◆ PROBLEM STATEMENT:
Check each line below for the word "fabs". How many have it? Answer with the number only.

◆ Stored records:
——
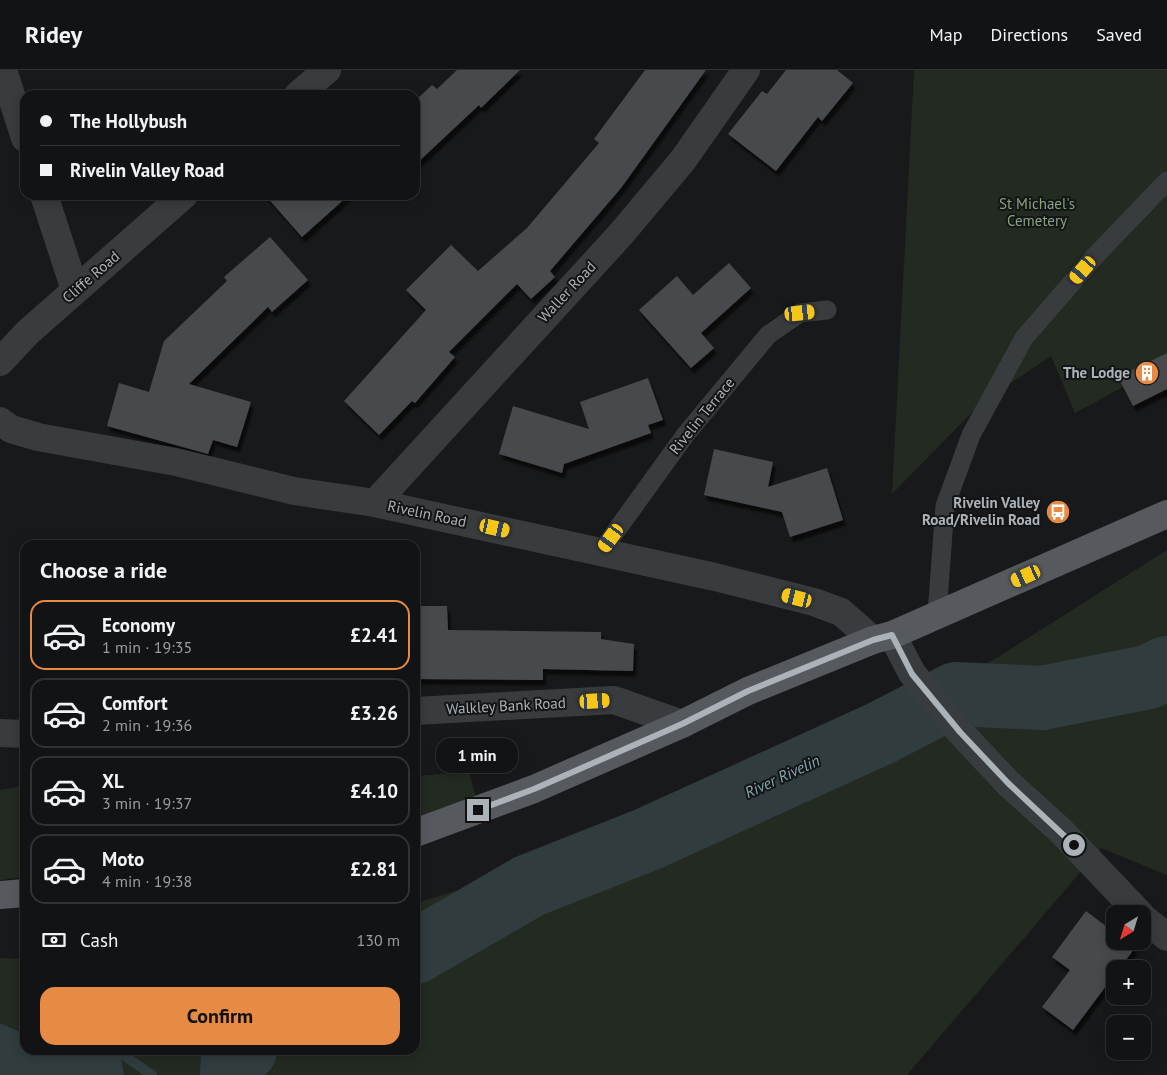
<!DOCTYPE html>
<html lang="en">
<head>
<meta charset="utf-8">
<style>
  :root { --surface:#121314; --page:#1b1c1d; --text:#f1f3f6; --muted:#9c9ea0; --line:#313234; --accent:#e78b44 }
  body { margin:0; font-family:"PT Sans",sans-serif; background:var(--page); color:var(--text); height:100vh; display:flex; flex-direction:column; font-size:19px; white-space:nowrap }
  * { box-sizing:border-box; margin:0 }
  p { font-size:16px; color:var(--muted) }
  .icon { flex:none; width:28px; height:28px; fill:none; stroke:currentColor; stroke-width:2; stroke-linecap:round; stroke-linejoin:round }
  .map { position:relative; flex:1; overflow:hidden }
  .panel { position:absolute; left:20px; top:470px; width:400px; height:515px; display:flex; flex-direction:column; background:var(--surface); border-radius:15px; box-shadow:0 2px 12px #0003,0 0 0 1px var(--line) }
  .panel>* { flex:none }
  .hud { position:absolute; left:20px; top:20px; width:400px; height:110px; border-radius:15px; box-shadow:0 2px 12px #0003,0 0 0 1px var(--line); display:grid; align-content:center; height:110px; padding:0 20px; background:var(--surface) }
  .needle { width:32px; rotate:218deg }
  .fabs { position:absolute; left:1106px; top:835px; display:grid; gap:10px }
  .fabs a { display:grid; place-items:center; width:45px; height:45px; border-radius:10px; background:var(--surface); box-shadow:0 2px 12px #0003,0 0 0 1px var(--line); font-size:25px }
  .end { position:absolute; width:22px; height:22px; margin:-11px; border:6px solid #abb3b9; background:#111; box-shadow:0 0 0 2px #111 }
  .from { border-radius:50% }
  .bubble { position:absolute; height:35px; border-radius:15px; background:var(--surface); box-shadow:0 2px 12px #0003,0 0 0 1px var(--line); font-size:16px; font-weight:800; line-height:35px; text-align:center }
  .car { position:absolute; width:15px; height:30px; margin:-15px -8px; border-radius:6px; box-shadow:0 0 4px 1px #0007; background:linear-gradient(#f5c518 24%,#345 0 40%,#f5c518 0 76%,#345 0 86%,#f5c518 0) }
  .hud b { display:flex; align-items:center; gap:18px; height:48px; font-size:19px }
  .hud b+b { border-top:1px solid var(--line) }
  .hud i { width:12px; height:12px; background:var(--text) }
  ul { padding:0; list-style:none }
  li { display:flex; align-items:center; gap:15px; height:70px; margin:0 10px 8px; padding:0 10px; border:2px solid var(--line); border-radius:15px }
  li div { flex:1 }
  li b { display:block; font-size:19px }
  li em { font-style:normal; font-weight:800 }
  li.on { border-color:var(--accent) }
  li>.icon { width:45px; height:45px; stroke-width:1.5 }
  h2 { padding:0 20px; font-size:22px; line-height:60px }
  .pay { display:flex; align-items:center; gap:12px; height:55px; padding:0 20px; font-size:19px }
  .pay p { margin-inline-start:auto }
  .button { display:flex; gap:10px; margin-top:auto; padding:10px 20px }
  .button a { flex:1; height:58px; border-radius:15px; background:var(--accent); color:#111; font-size:20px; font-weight:800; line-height:58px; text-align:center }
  header { display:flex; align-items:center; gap:30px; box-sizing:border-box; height:70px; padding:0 25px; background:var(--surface); border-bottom:1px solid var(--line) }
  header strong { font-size:24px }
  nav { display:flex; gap:28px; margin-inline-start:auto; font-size:18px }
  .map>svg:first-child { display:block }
</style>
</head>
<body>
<header>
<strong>Ridey</strong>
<nav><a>Map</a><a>Directions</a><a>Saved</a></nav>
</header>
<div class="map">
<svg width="1167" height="1005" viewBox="0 0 1167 1005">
  <defs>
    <filter id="shadow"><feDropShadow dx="3" dy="5.5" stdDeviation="1" flood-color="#0009"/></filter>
  </defs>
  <rect width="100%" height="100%" fill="#18191a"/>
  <!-- green -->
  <path fill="#232a22" d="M914 0H1167V293L1075 343 1051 286 980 334 892 424Z
    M1167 480V805L1101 778 907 1005H124L120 980H415V833L540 796 860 662 998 587Z
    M469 702 480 742 415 755V706Z
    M25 716V807L0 810V720Z
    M0 888 25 889V964L0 953Z"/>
  <!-- water -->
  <path fill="#313c3f" d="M0 953 25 964V980H120L124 1005H0Z"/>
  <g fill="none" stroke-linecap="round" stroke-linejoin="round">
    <!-- stream -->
    <path stroke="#313c3f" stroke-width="10" d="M122 984 152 1005"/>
    <!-- river -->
    <path stroke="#313c3f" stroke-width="64" d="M415 882 529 816 648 769 881 663 956 624 1042 628 1148 607 1167 598
      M232 1005 233 987 245 980"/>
  </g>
  <!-- building -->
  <path fill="#474a4d" filter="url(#shadow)" d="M457 0H520L481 38 479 35 415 95V31L432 15 437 19Z
    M645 0H706L621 118 550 201 555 207 531 229 517 214 449 282 455 287 415 333 412 331 379 365 344 331 426 240 406 220 451 175 478 201 527 158 599 73 594 69Z
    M786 0H837L853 13 822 51 818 47 776 101 728 64 762 21 767 24Z
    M265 125H349L302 167Z
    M270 167 308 210 272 242 268 237 189 314 251 332 237 377 213 370 208 384 107 356 119 313 149 322 164 271 227 211 224 207Z
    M729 193 751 218 701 263 714 278 691 298 639 240 677 206 693 225Z
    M1167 283V319L1133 336 1118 307Z
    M648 308 663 350 648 355 651 363 564 394 562 403 499 384 513 336 589 359 580 332Z
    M714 379 773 392 768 417 827 398 843 450 790 467 782 442 704 425Z
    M415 536H447L448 560 601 562V569L634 574 633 601 543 599V610L415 609Z
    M1086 841 1115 863V871H1126L1135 878 1119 899H1115V904L1073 960 1042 937 1070 900 1052 887Z"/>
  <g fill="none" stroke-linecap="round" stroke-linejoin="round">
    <!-- service -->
    <path stroke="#393c3f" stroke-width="19" d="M600 483 686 364 768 265 800 243 827 240
      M937 544 945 436 971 365 1024 268 1095 186 1167 111"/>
    <!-- minor -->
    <path stroke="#393c3f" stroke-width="28" d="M3 0 25 68
      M298 25 327 0
      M44 125 75 220
      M0 292 27 263 184 125
      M0 351 11 359 38 367 176 392 294 421 375 433 715 507 814 532 841 542 873 570
      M375 433 621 164 683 90 746 0
      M892 565 912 603 960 662 1008 713 1061 761 1140 844
      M415 641 614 630 682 654
      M0 663 25 664
      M1142 847 1167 867"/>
    <!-- primary -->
    <path stroke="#56595e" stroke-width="28" d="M415 763 534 719 682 654 748 621 873 570 892 565 1167 444
      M0 825 25 823"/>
  </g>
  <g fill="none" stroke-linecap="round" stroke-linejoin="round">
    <!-- route -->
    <path stroke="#abb3b9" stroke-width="6" d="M478 740 534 719 682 654 748 621 873 570 892 565 912 604 960 662 1008 713 1074 775"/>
  </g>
  <!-- icons -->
  <defs>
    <g id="building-disc" transform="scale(1.25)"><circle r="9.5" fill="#e78b44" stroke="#131415"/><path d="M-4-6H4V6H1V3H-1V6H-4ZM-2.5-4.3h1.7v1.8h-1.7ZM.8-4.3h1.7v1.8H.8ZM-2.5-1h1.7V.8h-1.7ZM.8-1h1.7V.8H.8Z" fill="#fff"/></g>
    <g id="bus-disc" transform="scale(1.25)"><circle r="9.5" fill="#e78b44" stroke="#131415"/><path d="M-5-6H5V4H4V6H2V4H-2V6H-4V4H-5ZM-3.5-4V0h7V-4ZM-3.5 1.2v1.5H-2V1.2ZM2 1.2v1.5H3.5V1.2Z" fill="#fff"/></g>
  </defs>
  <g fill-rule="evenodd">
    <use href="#building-disc" x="1147" y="303"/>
    <use href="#bus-disc" x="1058" y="442"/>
  </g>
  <g text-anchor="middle" stroke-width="4" stroke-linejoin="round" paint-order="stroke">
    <!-- park labels -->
    <g font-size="15" fill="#89a384" stroke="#131415">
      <text x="1037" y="139">St Michael's<tspan x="1037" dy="17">Cemetery</tspan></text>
    </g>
    <!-- street labels -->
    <g font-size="15" fill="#abb3b9" stroke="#131415">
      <text transform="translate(91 207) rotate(-41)" y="5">Cliffe Road</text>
      <text transform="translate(567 222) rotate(-47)" y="5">Waller Road</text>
      <text transform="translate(702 346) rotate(-51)" y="5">Rivelin Terrace</text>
      <text transform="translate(427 444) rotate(12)" y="5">Rivelin Road</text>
      <text transform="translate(506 636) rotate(-3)" y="5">Walkley Bank Road</text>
    </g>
    <!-- poi labels -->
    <g font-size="15" font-weight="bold" fill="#abb3b9" stroke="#131415" text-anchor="end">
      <text x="1130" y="308">The Lodge</text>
      <text x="1040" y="438">Rivelin Valley<tspan x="1040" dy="17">Road/Rivelin Road</tspan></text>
    </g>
    <!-- water labels -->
    <g font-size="16" font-style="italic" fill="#85a7b1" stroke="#131415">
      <text transform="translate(782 706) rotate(-25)" y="6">River Rivelin</text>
    </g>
  </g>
</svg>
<div class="fabs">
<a><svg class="needle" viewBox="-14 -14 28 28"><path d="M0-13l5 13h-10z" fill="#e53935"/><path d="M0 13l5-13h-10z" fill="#9c9ea0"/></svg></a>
<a>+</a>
<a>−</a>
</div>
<i class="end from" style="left:1074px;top:775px"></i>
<i class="end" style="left:478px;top:740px"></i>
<div class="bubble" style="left:436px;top:668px;width:82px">1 min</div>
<i class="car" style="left:1083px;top:200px;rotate:221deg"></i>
<i class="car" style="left:800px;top:243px;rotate:84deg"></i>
<i class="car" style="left:495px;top:458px;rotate:103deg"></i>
<i class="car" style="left:611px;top:468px;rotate:216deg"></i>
<i class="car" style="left:1026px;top:506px;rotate:246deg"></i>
<i class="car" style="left:797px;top:528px;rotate:284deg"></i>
<i class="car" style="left:595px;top:631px;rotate:87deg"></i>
<div class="hud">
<b><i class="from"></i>The Hollybush</b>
<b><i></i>Rivelin Valley Road</b>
</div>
<section class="panel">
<h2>Choose a ride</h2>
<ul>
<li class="on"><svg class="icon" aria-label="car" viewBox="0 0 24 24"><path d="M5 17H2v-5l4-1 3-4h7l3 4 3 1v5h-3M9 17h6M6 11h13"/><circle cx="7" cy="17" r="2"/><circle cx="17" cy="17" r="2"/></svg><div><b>Economy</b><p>1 min · 19:35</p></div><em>£2.41</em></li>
<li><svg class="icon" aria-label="car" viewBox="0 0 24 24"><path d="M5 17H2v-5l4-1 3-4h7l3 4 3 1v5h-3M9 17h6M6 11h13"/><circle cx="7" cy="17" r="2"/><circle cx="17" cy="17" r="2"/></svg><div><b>Comfort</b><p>2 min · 19:36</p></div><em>£3.26</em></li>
<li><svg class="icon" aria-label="car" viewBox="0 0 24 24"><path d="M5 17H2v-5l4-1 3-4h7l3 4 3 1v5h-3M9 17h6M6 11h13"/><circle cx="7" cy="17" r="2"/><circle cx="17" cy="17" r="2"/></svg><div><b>XL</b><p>3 min · 19:37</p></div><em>£4.10</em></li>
<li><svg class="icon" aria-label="car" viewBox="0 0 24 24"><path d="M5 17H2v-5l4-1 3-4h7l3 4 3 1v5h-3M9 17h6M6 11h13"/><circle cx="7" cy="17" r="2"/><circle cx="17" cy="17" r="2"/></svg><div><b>Moto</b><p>4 min · 19:38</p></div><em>£2.81</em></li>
</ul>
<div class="pay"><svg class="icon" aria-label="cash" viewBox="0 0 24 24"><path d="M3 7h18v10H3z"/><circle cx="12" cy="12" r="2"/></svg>Cash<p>130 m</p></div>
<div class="button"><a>Confirm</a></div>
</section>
</div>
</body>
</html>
——
◆ WRITTEN RESPONSE:
3